Aditi does have a higher pitch, but my hypothesis is that Aeneas relies heavily on the inter-segment pauses for breathing. This provides a coarse segmentation.
If you listen carefully to Bhante’s segment #4 audio, you will hear two (2) breaths.
- The first breath is an intermediate breath (which is only needed because the preceding inter-segment breath was too short).
- The second breath is an intersegment breath
Both breaths are the same length, which presents Aeneas with a problem in that there are more audio fragments than the text would imply. In these cases, my hypothesis is that Aeneas uses a time-weighted average of the TTS audio to determine the inter-segment boundary. This would explain why Aeneas arbitrarily chose to chop “ayasma” in half. In other words, I think Aeneas got confused here and simply sliced at a computed time value totally disregarding any audio pauses.
When Bhante takes a deep breath before each segment, that deep breath itself provides a distinct timing block of silence. I’m guessing that Bhante is speaking from continuity born of immersion as one would in lengthy chants. In such a chanting mode, the breaths support the continuity of chanting to keep a certain cadence. Breaths would tend to be shallow or as needed.

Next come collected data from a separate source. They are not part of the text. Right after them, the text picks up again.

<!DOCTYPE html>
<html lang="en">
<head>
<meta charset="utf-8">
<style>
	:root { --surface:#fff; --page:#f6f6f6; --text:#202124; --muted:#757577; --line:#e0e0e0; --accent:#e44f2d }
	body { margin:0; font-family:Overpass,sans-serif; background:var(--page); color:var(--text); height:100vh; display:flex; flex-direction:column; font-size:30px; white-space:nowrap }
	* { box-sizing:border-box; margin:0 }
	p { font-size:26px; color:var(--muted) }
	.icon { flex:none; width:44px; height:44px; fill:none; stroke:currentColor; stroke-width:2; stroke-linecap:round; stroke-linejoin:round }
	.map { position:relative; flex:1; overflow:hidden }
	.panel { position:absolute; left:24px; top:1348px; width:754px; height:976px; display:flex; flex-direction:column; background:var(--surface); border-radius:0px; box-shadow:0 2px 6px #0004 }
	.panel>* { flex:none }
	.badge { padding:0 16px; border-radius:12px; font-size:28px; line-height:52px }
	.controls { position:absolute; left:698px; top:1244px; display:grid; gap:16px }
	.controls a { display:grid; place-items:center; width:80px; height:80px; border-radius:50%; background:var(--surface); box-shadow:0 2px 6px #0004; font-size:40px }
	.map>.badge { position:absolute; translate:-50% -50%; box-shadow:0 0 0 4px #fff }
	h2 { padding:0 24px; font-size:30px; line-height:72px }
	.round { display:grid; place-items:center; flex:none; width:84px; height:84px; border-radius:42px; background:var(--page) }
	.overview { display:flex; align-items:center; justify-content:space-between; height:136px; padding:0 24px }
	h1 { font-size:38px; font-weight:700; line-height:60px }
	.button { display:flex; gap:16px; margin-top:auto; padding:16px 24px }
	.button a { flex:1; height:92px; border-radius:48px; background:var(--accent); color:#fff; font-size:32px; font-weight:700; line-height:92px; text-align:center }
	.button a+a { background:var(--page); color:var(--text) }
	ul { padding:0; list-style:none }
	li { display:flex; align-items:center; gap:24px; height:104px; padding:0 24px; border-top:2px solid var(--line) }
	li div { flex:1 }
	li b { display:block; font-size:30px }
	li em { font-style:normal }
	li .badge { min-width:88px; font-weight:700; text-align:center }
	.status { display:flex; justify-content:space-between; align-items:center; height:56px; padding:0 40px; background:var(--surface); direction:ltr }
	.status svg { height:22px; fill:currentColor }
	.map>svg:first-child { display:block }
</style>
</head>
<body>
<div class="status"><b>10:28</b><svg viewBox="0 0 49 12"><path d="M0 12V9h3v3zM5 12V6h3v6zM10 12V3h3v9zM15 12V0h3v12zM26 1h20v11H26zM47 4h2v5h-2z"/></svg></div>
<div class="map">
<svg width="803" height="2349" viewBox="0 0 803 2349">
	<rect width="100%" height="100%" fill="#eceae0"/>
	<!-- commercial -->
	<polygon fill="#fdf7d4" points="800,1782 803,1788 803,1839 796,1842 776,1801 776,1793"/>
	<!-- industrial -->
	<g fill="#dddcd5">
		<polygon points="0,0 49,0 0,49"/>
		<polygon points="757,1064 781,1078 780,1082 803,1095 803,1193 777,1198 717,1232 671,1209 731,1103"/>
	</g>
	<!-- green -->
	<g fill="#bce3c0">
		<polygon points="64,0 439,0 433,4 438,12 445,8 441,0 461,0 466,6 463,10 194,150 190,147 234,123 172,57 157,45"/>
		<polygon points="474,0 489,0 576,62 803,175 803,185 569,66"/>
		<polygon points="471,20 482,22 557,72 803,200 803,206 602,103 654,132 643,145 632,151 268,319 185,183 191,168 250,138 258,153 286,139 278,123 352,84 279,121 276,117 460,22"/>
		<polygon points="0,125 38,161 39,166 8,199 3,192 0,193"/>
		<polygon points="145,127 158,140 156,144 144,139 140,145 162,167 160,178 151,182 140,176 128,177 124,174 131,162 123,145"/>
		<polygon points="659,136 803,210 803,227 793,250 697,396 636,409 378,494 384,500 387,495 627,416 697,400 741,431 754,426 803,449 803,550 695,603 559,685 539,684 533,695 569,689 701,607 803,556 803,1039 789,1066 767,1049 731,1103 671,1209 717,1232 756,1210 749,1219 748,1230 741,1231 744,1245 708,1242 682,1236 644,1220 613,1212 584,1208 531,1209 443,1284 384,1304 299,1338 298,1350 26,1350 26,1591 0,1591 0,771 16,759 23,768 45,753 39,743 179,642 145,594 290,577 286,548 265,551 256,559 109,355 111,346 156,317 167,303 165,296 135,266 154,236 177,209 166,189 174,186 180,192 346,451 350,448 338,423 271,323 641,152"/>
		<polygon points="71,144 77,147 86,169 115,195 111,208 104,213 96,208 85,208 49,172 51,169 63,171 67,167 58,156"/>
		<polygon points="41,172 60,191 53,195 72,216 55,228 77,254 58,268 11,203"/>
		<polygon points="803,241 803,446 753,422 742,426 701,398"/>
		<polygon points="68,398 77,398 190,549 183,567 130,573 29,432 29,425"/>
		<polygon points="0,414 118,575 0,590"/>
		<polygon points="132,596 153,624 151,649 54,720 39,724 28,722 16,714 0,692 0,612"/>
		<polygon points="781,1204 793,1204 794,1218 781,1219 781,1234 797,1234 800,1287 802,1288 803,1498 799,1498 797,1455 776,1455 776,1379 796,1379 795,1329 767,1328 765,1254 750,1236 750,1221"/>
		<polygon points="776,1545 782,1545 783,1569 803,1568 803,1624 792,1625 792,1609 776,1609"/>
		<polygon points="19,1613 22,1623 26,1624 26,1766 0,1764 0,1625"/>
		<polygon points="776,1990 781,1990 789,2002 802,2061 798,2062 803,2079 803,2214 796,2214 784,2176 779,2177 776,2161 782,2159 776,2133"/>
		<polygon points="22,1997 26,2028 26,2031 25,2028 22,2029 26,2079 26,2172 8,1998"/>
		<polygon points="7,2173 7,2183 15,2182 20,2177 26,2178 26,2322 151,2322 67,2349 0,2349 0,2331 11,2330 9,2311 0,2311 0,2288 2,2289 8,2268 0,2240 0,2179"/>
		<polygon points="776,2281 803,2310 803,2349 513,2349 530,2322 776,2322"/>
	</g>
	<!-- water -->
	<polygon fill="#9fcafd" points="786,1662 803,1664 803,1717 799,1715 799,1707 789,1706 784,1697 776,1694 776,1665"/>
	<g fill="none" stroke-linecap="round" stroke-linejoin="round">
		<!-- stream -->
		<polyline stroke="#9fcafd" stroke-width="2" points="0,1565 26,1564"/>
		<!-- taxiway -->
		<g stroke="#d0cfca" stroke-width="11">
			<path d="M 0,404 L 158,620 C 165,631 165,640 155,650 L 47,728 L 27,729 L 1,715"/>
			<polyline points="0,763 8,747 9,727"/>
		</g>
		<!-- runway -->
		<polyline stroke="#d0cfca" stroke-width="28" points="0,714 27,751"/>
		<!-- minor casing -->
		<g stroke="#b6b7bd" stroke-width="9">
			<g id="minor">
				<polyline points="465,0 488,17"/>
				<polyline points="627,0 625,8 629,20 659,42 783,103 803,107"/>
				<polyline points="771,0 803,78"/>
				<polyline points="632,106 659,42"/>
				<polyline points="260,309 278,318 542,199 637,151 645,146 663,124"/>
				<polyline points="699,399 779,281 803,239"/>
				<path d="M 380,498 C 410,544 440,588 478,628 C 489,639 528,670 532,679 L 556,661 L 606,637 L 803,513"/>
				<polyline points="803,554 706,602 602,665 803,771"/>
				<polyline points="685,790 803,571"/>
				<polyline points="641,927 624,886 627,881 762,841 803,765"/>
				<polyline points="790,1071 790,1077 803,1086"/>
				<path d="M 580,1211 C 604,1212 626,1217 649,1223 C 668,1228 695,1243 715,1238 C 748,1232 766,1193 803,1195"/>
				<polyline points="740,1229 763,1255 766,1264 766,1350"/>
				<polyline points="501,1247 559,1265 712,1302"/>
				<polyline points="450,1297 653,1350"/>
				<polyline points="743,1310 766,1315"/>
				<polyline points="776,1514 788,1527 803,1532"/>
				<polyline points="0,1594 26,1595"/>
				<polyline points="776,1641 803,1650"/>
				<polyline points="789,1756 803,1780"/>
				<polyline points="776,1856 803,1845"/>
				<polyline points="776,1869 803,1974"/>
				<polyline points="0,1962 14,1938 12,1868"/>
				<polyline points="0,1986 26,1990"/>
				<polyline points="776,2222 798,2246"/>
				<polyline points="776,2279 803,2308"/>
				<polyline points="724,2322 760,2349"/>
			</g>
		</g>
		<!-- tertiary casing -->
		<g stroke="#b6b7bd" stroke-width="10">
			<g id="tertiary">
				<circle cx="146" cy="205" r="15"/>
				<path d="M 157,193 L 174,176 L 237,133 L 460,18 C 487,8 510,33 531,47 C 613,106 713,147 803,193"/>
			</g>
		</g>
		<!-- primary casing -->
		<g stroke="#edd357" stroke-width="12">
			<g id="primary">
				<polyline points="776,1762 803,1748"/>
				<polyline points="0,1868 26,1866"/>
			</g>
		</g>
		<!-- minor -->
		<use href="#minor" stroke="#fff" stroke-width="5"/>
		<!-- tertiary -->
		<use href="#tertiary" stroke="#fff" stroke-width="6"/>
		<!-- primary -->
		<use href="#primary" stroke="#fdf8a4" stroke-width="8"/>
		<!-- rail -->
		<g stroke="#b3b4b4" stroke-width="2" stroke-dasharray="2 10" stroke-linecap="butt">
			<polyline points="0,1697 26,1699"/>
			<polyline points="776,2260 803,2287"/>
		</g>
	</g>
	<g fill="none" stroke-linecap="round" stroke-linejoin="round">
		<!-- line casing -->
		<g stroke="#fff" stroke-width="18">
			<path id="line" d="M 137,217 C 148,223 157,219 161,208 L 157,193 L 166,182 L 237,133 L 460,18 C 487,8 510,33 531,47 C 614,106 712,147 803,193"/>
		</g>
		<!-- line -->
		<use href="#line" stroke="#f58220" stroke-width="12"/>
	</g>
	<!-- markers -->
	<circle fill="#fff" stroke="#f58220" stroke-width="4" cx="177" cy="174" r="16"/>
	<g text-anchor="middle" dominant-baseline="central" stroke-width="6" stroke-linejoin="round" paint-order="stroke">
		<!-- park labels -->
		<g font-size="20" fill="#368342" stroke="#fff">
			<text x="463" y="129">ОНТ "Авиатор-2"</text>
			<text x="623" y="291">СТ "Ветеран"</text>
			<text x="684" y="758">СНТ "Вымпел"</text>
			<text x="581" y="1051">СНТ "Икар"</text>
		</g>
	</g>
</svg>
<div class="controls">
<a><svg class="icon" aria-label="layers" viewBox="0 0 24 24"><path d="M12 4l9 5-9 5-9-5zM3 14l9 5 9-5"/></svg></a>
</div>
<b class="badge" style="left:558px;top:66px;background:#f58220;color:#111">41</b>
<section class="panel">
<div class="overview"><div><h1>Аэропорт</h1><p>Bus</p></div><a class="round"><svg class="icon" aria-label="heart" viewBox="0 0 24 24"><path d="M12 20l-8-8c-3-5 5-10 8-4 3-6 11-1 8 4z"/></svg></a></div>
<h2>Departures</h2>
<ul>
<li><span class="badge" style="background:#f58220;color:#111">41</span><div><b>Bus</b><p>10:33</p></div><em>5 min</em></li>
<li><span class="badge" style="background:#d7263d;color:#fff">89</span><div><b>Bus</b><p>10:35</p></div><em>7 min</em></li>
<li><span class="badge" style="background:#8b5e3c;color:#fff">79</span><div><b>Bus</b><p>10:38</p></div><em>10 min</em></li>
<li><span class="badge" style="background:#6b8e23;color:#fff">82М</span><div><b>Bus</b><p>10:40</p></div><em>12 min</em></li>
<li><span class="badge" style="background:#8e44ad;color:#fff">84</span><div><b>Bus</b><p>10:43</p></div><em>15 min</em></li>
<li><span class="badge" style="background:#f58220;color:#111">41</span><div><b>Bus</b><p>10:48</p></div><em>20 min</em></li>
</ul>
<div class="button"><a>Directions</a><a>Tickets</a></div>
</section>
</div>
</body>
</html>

By taking a deep breath before each segment, Bhante would be mindfully segmenting the audio himself. This is why I think Bhante @Sujato will want to decide how he wants the user to experience his audio. The difference is one of presentation. One may speak the sutta as a single entire full chant or one may simply speak each sutta segment mindfully. This is Bhante’s decision to make, not ours.
Note that the above is still a hypothesis. We only have the one recording of SN1.20.